New apples will be named on Thursday
Growers expect a premium price from new varieties
ALBION – For about a decade, Roger Lamont has referred to them as NY 1’s and NY 2’s. But on Thursday, he will bury those names forever.
Two new varieties that Lamont has helped nurture from near infancy will be named. Each will have its own logo. Cornell University will make the announcement with a group of growers led by Lamont, who has been farming in Albion for a half century.
The announcement will be made in Geneva at the Agriculture Experiment Station. Lamont said the varieties are important to the future of the state’s $300 million apple industry. Orleans County is the state’s second-leading apple producer behind Wayne County.
New York is the second-ranked apple state in the country, trailing Washington, which is by far the dominant apple producer. Washington grows about 130 million bushels of apples a year, compared to 30 million in NY.
Washington’s output has NY growers looking for an edge in the marketplace.
“We worry about being competitive with Washington because they grow five times what we do,” Lamont said. “These new varieties will be unique to New York.”
Lamont has served as chairman of New York Apple Growers LLC, an organization with about 140 members. They all paid for trees of the new varieties, and NYAG has developed a growing and marketing plan to ensure the new apples hit the marketplace in a coordinated way to ensure enough supply for consumers while growers can still make a good profit.
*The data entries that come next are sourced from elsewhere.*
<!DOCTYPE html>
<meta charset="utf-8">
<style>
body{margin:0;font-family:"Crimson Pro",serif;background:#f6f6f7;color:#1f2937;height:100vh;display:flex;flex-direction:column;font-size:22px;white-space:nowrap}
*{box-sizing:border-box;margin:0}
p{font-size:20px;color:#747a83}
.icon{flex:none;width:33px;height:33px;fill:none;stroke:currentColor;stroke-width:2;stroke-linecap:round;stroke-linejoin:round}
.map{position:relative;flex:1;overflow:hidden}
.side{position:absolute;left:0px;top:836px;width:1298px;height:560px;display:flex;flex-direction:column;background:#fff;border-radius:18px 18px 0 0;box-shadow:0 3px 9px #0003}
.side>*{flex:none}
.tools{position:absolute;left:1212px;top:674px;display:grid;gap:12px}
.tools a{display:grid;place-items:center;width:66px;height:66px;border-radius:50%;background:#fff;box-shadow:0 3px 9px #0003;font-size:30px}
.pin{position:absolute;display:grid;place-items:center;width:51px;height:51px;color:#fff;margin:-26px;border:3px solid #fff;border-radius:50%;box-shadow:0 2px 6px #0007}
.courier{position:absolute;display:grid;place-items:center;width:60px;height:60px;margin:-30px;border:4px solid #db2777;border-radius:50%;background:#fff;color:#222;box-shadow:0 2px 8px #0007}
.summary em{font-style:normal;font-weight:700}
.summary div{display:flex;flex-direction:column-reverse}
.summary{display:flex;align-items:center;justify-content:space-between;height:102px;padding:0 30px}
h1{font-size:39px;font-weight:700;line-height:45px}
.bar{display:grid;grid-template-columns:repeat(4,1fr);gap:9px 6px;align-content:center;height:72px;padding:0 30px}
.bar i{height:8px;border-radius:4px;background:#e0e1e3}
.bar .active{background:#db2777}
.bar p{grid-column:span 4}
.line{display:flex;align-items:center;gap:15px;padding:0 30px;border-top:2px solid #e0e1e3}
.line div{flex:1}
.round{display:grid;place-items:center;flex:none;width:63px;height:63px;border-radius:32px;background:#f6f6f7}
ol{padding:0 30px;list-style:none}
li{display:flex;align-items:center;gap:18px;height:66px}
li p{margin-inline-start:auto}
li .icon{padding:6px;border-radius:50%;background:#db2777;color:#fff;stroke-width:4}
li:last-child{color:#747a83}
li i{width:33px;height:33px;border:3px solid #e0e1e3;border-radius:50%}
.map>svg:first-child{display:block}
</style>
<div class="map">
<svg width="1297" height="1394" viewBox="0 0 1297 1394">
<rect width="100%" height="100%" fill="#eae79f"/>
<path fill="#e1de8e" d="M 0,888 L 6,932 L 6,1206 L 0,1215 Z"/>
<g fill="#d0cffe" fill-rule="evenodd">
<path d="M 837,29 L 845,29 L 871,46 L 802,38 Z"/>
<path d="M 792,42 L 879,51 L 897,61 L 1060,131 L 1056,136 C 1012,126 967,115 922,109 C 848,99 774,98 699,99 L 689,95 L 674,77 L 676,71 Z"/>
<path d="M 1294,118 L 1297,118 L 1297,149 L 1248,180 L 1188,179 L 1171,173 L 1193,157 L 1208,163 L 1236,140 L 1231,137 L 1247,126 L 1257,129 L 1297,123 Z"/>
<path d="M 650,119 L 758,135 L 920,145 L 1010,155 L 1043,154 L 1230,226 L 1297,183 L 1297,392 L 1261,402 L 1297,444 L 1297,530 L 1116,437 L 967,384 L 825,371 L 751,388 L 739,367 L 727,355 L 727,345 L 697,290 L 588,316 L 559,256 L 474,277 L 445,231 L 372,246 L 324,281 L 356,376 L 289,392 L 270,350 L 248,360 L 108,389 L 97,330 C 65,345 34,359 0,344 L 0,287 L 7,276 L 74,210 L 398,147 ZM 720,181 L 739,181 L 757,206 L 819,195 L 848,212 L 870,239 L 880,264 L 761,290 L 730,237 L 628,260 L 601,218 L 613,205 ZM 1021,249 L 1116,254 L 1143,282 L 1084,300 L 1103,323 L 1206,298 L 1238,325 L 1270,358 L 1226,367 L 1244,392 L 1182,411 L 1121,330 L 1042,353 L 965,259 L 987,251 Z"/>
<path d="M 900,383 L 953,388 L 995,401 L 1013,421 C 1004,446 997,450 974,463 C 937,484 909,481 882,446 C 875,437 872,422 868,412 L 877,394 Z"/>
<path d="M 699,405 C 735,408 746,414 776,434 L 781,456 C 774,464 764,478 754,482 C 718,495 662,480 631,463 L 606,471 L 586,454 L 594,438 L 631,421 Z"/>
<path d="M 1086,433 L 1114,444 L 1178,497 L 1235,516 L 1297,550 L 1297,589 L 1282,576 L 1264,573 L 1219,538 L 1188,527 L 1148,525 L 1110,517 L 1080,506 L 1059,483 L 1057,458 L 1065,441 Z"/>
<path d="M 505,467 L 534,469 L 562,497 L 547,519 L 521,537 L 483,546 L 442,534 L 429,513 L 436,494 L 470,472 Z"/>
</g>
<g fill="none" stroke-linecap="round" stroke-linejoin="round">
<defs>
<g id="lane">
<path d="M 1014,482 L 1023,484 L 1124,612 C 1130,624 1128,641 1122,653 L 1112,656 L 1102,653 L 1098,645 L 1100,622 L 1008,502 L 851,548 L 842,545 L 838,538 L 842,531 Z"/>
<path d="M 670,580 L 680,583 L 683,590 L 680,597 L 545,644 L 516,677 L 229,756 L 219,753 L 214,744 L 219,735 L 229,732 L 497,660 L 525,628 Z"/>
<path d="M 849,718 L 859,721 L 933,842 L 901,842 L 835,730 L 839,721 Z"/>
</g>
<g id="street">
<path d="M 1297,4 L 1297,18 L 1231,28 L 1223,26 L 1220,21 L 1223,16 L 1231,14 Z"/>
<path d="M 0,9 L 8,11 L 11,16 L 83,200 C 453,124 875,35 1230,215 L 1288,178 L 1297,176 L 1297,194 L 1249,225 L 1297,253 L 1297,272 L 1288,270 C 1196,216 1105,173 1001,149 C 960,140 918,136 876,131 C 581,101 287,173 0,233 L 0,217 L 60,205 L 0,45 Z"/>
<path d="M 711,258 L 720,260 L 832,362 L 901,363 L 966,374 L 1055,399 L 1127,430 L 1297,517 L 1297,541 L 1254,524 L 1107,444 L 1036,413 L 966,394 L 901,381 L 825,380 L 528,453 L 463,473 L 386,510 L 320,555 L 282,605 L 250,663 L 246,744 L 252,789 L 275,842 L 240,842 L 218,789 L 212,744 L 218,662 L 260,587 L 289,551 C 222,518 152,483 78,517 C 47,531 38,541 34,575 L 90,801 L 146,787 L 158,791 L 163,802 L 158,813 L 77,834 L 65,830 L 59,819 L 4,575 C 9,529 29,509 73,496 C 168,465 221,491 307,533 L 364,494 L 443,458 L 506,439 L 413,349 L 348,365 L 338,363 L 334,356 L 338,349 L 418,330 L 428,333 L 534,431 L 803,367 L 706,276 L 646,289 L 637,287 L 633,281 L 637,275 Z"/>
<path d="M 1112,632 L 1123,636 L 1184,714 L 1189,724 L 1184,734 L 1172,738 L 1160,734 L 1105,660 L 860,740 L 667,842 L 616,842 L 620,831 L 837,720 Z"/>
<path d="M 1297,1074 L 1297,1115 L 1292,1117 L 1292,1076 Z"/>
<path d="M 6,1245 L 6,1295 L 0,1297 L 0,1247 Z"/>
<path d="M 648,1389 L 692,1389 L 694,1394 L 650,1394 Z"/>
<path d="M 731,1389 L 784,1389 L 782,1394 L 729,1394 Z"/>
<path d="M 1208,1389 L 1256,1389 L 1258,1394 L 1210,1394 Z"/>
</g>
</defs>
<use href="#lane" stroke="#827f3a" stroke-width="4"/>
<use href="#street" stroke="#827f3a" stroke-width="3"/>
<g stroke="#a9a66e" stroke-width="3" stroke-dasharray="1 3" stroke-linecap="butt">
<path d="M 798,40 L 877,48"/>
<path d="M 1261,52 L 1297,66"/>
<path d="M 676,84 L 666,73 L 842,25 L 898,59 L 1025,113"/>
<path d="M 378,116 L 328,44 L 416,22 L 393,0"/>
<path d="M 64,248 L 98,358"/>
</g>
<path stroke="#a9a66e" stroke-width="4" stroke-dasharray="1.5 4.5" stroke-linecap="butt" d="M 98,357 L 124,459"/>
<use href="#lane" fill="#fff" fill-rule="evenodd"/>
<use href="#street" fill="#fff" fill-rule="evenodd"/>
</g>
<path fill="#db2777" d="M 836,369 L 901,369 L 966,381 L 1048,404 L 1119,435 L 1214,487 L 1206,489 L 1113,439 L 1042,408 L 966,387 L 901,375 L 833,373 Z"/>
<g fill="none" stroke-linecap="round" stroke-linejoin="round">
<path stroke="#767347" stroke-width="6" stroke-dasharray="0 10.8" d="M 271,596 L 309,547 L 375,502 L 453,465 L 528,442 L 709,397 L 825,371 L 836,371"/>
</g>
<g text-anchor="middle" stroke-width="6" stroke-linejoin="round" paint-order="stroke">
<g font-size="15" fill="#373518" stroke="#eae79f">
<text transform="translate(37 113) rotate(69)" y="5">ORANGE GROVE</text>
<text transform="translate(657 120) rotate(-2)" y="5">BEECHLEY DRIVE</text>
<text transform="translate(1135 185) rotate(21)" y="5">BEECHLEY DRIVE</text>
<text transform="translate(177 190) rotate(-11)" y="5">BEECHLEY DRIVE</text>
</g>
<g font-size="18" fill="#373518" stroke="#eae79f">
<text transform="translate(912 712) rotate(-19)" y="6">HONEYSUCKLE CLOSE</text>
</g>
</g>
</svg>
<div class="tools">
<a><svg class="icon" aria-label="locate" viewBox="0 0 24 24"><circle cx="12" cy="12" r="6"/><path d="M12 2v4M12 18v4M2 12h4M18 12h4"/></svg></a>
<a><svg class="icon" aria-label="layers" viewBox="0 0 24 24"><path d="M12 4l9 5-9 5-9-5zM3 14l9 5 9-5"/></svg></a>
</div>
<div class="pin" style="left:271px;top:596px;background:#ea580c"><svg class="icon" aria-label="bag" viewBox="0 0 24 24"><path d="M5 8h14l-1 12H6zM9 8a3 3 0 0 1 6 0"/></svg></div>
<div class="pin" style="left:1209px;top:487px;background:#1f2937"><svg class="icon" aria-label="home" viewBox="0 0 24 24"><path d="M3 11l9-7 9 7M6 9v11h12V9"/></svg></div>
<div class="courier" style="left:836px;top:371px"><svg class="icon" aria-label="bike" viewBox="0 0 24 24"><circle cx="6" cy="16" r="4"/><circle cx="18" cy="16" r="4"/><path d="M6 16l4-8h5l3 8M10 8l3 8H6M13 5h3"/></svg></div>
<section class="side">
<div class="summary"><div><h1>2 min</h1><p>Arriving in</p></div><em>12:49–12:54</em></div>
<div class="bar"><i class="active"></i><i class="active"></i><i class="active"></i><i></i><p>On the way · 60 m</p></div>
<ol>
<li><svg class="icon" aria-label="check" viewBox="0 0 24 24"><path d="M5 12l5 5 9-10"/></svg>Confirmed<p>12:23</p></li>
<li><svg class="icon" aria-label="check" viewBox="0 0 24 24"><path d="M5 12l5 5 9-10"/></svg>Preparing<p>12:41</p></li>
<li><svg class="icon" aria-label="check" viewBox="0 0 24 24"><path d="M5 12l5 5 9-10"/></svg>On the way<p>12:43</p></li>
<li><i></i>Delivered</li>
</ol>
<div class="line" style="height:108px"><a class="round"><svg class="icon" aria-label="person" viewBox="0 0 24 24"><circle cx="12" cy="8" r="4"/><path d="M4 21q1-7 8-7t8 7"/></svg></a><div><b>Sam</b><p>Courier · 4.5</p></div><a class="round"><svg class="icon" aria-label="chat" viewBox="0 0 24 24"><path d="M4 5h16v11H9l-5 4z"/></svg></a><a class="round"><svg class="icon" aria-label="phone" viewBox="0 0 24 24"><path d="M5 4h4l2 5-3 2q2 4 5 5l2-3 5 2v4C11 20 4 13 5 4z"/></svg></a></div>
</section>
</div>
The new varieties are grown on 930 acres in apple-growing regions throughout the state. When the first mature crop hits the market in 2015 there will be about 930,000 bushels of the two varieties combined.
The trees are still young and aren’t yet producing a full crop. But there will be enough to introduce the varieties to the public through farm markets this year.
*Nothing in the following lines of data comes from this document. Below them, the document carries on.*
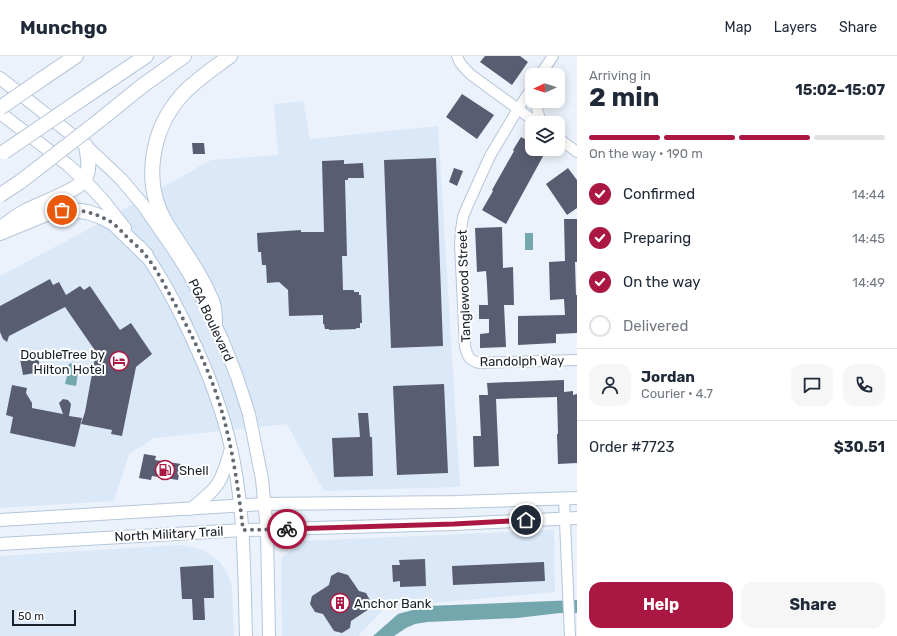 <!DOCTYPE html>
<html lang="en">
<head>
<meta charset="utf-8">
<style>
	body { margin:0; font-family:Rubik,sans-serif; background:#f6f6f7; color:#1f2937; height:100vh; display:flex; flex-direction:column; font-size:15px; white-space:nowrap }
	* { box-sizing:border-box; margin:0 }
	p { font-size:13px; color:#747a83 }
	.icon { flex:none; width:22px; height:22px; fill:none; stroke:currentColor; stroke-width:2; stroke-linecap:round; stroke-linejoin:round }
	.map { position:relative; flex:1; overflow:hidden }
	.side { display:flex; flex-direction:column; background:#fff; width:320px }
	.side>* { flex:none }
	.needle { width:26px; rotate:266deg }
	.buttons { position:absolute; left:525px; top:12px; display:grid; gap:8px }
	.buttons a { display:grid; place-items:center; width:40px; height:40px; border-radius:8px; background:#fff; box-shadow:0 2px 10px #0003; font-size:20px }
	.scale { position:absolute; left:12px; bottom:10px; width:64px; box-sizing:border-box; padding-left:4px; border:2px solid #1b2129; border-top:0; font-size:11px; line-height:14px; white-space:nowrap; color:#1b2129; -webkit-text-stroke:3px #fff; paint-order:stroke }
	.pin { position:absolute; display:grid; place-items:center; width:34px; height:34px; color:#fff; margin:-17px; border:2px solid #fff; border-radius:50%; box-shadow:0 1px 4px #0007 }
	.courier { position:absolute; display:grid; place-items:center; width:40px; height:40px; margin:-20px; border:3px solid #ab1743; border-radius:50%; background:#fff; color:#222; box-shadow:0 1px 5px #0007 }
	.overview em { font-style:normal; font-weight:700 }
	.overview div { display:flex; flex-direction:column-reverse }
	.overview { display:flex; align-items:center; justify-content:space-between; height:68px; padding:0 12px }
	h1 { font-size:26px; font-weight:700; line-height:30px }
	.bar { display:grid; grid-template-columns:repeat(4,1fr); gap:6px 4px; align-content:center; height:48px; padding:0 12px }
	.bar i { height:5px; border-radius:3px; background:#e0e1e3 }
	.bar .on { background:#ab1743 }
	.bar p { grid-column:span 4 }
	.line { display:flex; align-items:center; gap:10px; padding:0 12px; border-top:1px solid #e0e1e3 }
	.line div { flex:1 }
	.round { display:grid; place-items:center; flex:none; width:42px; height:42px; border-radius:12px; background:#f6f6f7 }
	ol { padding:0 12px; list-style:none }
	li { display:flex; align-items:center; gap:12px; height:44px }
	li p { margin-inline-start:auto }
	li .icon { padding:4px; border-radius:50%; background:#ab1743; color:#fff; stroke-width:4 }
	li:last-child { color:#747a83 }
	li i { width:22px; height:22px; border:2px solid #e0e1e3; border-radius:50% }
	.primary-button { display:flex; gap:8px; margin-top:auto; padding:8px 12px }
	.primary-button a { flex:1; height:46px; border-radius:12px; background:#ab1743; color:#fff; font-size:16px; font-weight:700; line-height:46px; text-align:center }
	.primary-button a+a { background:#f6f6f7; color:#1f2937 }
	header { display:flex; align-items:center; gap:24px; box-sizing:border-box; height:56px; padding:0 20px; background:#fff; border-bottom:1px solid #e0e1e3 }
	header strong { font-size:19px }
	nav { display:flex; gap:22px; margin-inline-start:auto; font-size:14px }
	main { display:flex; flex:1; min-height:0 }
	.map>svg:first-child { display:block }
</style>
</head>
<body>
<header>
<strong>Munchgo</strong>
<nav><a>Map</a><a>Layers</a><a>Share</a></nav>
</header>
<main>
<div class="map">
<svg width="577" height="580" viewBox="0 0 577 580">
	<rect width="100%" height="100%" fill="#ebf2fb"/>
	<path fill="#dae8f8" d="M303,45L310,83L438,70L460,431L324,435L287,368L154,382L129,398L114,445L0,452V220L87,174L211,104L278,99L274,48Z
		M554,474L555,536L386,551L358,580H282L281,502L303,485Z
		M178,489L187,490L203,494L221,507L229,521L232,532L234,580H0V500Z"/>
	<path fill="#74a7ad" d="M525,177H533V194H525Z
		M71,307L78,317L76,330L65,328L67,320L62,313Z
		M577,544V557H560L517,562L427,566L415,568L406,572L394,580H373L398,558L427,550Z"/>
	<path fill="#595d72" d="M485,0H520L528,6L512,29L480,6Z
		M462,38L494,59L477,83L446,61Z
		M521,81L532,87V93H547L506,168L482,154L493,135L492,134L514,95L513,94Z
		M192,87H204L205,98H193Z
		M436,102L443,290L391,292L384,104Z
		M344,104V108L363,107L364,122H348V124H345L347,200H342L343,234H354V236H359V239H361L362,267H360V272H356V273L329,274V273H325L324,268H323V259L289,260L288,234L279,226L267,227L266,209H262L261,196H258L257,177L301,174V176H324L322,105Z
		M454,112L463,115L457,130L449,126Z
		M568,112L577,124V152L567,159L546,128Z
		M564,163H577V206H575L576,239H577V277L556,278V287L518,289V260L565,259L564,243L550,244L549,206L565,205Z
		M502,171L503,212L513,211L514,249H504L506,291L480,292V278L489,277V263H479V249H488L487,228L486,215L477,216L475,172Z
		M50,223L53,229L59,226L66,239L80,230L84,234L90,230L120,274L131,267L152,298L136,311L122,380L111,378L112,374L81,368L85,356L96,296L65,251L9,280L7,286L3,283L0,276V250Z
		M38,300L41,316L23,319L20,303Z
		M564,324V336L573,335V339L577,338V407L558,408L557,378H558L557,341L496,343L499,410L474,411L473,380H481L479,339H488L487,327Z
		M444,328L448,417L397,419L393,330Z
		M12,329L27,332L26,337L32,347V352L63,358L59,347L63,343L68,344L71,348L69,360L82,362L75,391L10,377L13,361L6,359Z
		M358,357H368L370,381H372L373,420L334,421L332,382L360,381Z
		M144,398L156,400L155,404L181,408L178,424L152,420L151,424L139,422Z
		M425,503L426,530L400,531V525L393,526L392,509H400L399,504Z
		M544,506L545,525L453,529L452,510Z
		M213,509L214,542H204L205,564H193L192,543H182L180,511Z
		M338,516L348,519L359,535L366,537L371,546L369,553L351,565L350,572L342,577L334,575L323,558L315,556L310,548L312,540L329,529L331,520Z"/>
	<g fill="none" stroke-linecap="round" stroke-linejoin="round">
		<defs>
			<path id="minor" d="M457,0L460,7L470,18L537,67
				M540,19L553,0
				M532,32L518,53L490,100L467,151L463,161L461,174L460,188L465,291C468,301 469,304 479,307L577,304
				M536,45V49L541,67
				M558,82L577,96
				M564,443L570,580"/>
			<path id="major" d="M0,22L86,90L121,123L143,149L174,194L188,216L207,252L222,283L237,321L249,358L262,423L267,474L269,580
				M0,57L68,109L84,124L102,143L125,172
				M140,191C160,217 176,248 190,278C208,316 222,352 231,392C245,454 244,517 246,580
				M191,453C200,446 210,438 217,429C224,419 227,405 231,393
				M0,464L264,448L455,446L577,442
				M0,488L243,474L454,468L577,462"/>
			<path id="highway" d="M42,23L76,0
				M79,45L146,0
				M100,64L142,30L184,0
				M5,169C12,164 19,158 26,155C39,148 77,135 84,124C91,114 88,101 86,90
				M0,177L51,156L62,154H73L87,156L99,160L113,167L146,199
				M215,269C215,263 215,255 213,248C212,244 209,239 207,234C196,210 180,190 166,167C142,128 151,74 181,40C194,25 214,12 230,0"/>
		</defs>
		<use href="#minor" stroke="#b5c6da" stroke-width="12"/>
		<use href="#major" stroke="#b5c6da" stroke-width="14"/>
		<use href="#highway" stroke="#b5c6da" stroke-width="16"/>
		<use href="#minor" stroke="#fff" stroke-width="10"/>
		<use href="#major" stroke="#fff" stroke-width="12"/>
		<use href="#highway" stroke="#fff" stroke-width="14"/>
		<defs>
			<path id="highway-bridge" d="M0,52L42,23
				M4,96L79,45
				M0,139L20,126L100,64"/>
		</defs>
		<use href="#highway-bridge" stroke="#b5c6da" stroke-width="16" stroke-linecap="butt"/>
		<use href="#highway-bridge" stroke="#fff" stroke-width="14"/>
	</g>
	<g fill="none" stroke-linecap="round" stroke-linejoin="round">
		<path stroke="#646a72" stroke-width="4" stroke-dasharray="0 7.2" d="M62,154C80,153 96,157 111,166C117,170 122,176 127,181C133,187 141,193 146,200C156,212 164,228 171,241C193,280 214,323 225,367C234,402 239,438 243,474L287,473"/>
		<path stroke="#ab1743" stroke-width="5" d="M287,473L454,468L526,464"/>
	</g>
	<defs>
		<symbol id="hotel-ring" viewBox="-11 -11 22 22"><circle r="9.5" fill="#fff" stroke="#ab1743" stroke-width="1.5"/><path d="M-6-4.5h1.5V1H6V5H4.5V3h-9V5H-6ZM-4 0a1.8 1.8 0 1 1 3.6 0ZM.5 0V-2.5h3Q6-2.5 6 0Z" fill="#ab1743"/></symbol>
		<symbol id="fuel-ring" viewBox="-11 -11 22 22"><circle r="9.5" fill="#fff" stroke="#ab1743" stroke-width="1.5"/><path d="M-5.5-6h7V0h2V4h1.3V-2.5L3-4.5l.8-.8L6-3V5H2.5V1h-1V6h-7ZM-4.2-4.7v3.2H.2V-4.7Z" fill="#ab1743"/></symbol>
		<symbol id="building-ring" viewBox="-11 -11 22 22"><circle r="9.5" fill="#fff" stroke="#ab1743" stroke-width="1.5"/><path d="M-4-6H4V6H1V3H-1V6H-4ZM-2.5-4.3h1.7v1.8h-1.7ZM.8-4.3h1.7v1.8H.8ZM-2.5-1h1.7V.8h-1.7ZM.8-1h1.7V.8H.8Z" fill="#ab1743"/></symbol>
	</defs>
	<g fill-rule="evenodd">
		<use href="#hotel-ring" x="108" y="294" width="22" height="22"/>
		<use href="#fuel-ring" x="154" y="403" width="22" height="22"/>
		<use href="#building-ring" x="329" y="536" width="22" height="22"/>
	</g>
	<g text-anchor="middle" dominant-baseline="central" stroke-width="4" stroke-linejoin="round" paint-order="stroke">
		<g font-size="13" fill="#1b2129" stroke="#fff">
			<text transform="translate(464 230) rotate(-92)">Tanglewood Street</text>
			<text transform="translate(211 264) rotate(65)">PGA Boulevard</text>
			<text transform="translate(522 305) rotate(-1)">Randolph Way</text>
			<text transform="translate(169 478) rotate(-3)">North Military Trail</text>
		</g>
		<g font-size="13" fill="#1b2129" stroke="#fff" text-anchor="start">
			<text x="105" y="298" text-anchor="end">DoubleTree by<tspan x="105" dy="15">Hilton Hotel</tspan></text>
			<text x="179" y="414">Shell</text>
			<text x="354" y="547">Anchor Bank</text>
		</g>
	</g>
</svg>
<div class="buttons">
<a><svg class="needle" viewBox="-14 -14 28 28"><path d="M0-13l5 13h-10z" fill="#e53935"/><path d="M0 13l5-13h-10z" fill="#747a83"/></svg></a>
<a><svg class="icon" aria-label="layers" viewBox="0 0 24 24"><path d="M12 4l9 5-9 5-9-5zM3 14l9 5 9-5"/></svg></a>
</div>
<div class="scale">50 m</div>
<div class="pin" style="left:62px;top:154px;background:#ea580c"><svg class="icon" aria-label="bag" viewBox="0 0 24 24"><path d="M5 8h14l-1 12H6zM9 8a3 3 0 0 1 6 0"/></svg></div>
<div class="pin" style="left:526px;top:464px;background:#1f2937"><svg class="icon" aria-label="home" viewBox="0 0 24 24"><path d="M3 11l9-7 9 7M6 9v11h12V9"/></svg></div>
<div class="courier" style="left:287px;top:473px"><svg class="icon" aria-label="bike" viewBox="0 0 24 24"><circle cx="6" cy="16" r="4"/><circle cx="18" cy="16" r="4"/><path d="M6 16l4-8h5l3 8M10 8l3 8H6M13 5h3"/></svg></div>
</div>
<section class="side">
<div class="overview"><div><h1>2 min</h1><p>Arriving in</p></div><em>15:02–15:07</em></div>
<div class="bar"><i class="on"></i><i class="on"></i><i class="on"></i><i></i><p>On the way · 190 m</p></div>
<ol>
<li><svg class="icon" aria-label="check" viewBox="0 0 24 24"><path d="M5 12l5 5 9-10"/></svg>Confirmed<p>14:44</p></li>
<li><svg class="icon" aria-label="check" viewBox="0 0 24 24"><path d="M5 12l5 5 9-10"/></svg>Preparing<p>14:45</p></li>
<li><svg class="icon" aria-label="check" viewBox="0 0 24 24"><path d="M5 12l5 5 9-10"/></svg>On the way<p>14:49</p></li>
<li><i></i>Delivered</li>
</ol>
<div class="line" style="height:72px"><a class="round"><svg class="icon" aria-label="person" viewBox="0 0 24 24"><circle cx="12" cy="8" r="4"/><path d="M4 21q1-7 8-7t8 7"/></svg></a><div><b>Jordan</b><p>Courier · 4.7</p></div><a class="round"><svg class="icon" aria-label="chat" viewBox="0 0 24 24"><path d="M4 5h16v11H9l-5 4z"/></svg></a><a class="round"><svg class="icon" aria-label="phone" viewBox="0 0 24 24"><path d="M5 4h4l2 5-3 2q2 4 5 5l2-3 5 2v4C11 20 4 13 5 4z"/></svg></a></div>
<div class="line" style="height:52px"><div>Order #7723</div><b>$30.51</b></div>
<div class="primary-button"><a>Help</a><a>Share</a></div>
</section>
</main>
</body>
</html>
The New York Apple Growers are working with Cornell’s apple breeding company to make the new varieties exclusive to NY growers. Cornell will receive royalties from tree and fruit sales, and those funds will support the breeding program, helping to fund a pipeline of more new varieties in the future.
These will be the first “managed varieties” in NY. Cornell used to develop apples, and they were introduced in a haphazard manner. Growers didn’t work together on planning acreage or developing a marketing initiative for the varieties. That often meant new varieties were slow to catch on with the public. If a new apple proved to be a star, growers might then overproduce the variety, driving down the price.
The new varieties offer the prospect of a premium price. Lamont said growers have been looking for successors to the very popular Honeycrisp variety, which continues to command a high price despite a huge increase in production.
Consumers typically pay $50 to $60 a bushel for Honeycrisp, a very profitable price for growers. Many other varieties barely break even. The two new varieties will be priced at Honeycrisp levels.
Lamont believes both new varieties will be popular with consumers for the taste, and they will also be easier to grow than the finicky Honeycrisp.
Lamont has nurtured two apple varieties for about a decade, giving up land in his orchard to test how well they grow.
Both new apples will be red, although NY 1 will be a bi-color apple and not as red as NY 2.
New York 1 is a cross between Honeycrisp and NY 752. The new spicy-sweet flavored apple has Honeycrisp’s juiciness and firmness, but doesn’t have that apple’s production problems. Honeycrisp can be vulnerable to seasonal pathogens that cause defects and the apple is tricky to store over winter.
New York 2 was developed by crossing Braeburn with Autumn Crisp. It has a sweet and tart flavor.
“It will be a shiny red apple,” Lamont said. “I call it a ruby red.”
He expects they will be a hit with consumers.
“We’re rolling them out as fast as possible,” he said. “If the marketplace demands it, we can always plant more.”